I was pushed, the dirty rat. There's your plate of beans. And when I get out of this joint. For I'm going to beat this rap. As you see, I'm hopelessly attitudinistic. Hopelostly antivivisectionistic.

No, I was so thin. So light. Johnny L. L. Light. That's what I was thinking of before. That when I got on the scale the needle didn't move. My father. That's how you can get a weigh. My brother. My sister saying Wag drags with your raggity gags and my mother a bony-beaked comedian of ninety, brown bear burned to white. I don't want to go and so I'm not going, she said, no matter what my age. Here the shiny sonshine her only survivor. Vitamin E. Dose of those once a day what'll save me, she said. Vitamin C. There's what I should do about my falling hair other than stepping out of the way. Vitamin D. Holding my short-lived hand. I was fibbing before, she said. Trying to catch how you react. You don't. Or I didn't. But I know nothing about palmistry except this line and it means long life. And here's where your lines of affection would be and your wrist as asthenic rascettes.

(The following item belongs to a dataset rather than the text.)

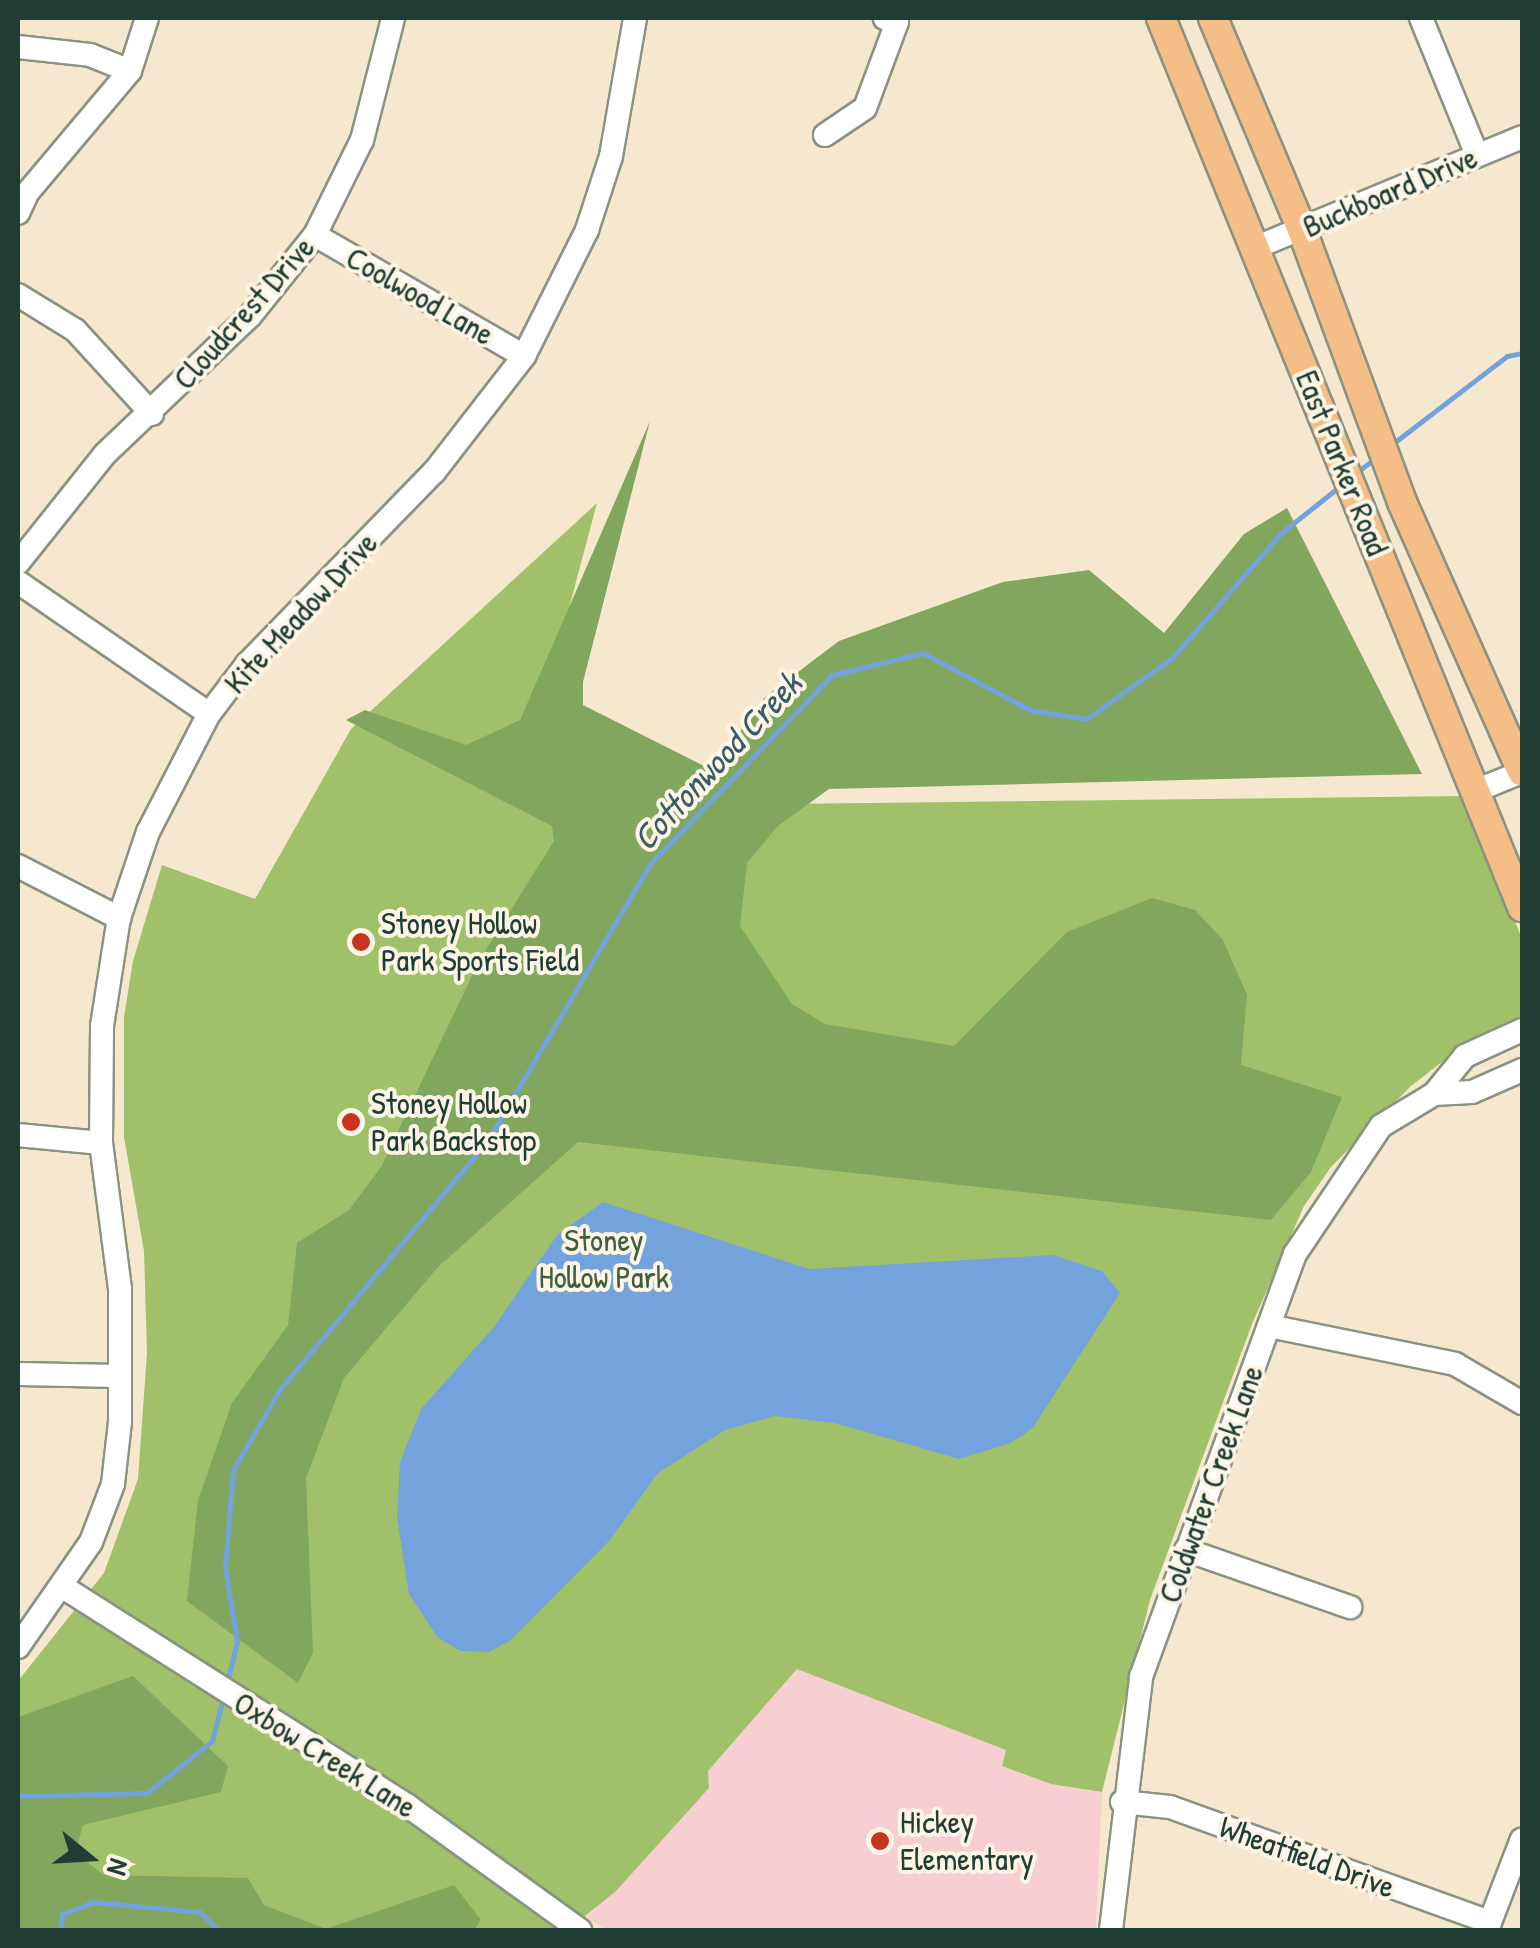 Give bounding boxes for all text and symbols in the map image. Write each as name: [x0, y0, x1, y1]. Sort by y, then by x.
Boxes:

Actually, I was blown on the tracks. Like that newspaper. Single sheet. Carving our way through corridors now, blood stringing along. Yesterday's headlines making waves. Wind wound down the subway entrance from two flights above. Same steps I was later carried up on one of those rolling ambulance carts. Steered along sidewalk and street. Doors slammed. Siren turned on. Ambulance driven away. Hey, wait for me, I screamed. There's something you forgot. Pigeons settled on my chest. Invalid-eating dogs licked my paws. What are you doing lying on a stretcher in the street? a woman said. Ambulance rode off without me, I said. Oh, I saw that funny movie too. Harry? Cary? Darnit, sir, who were those two stars again?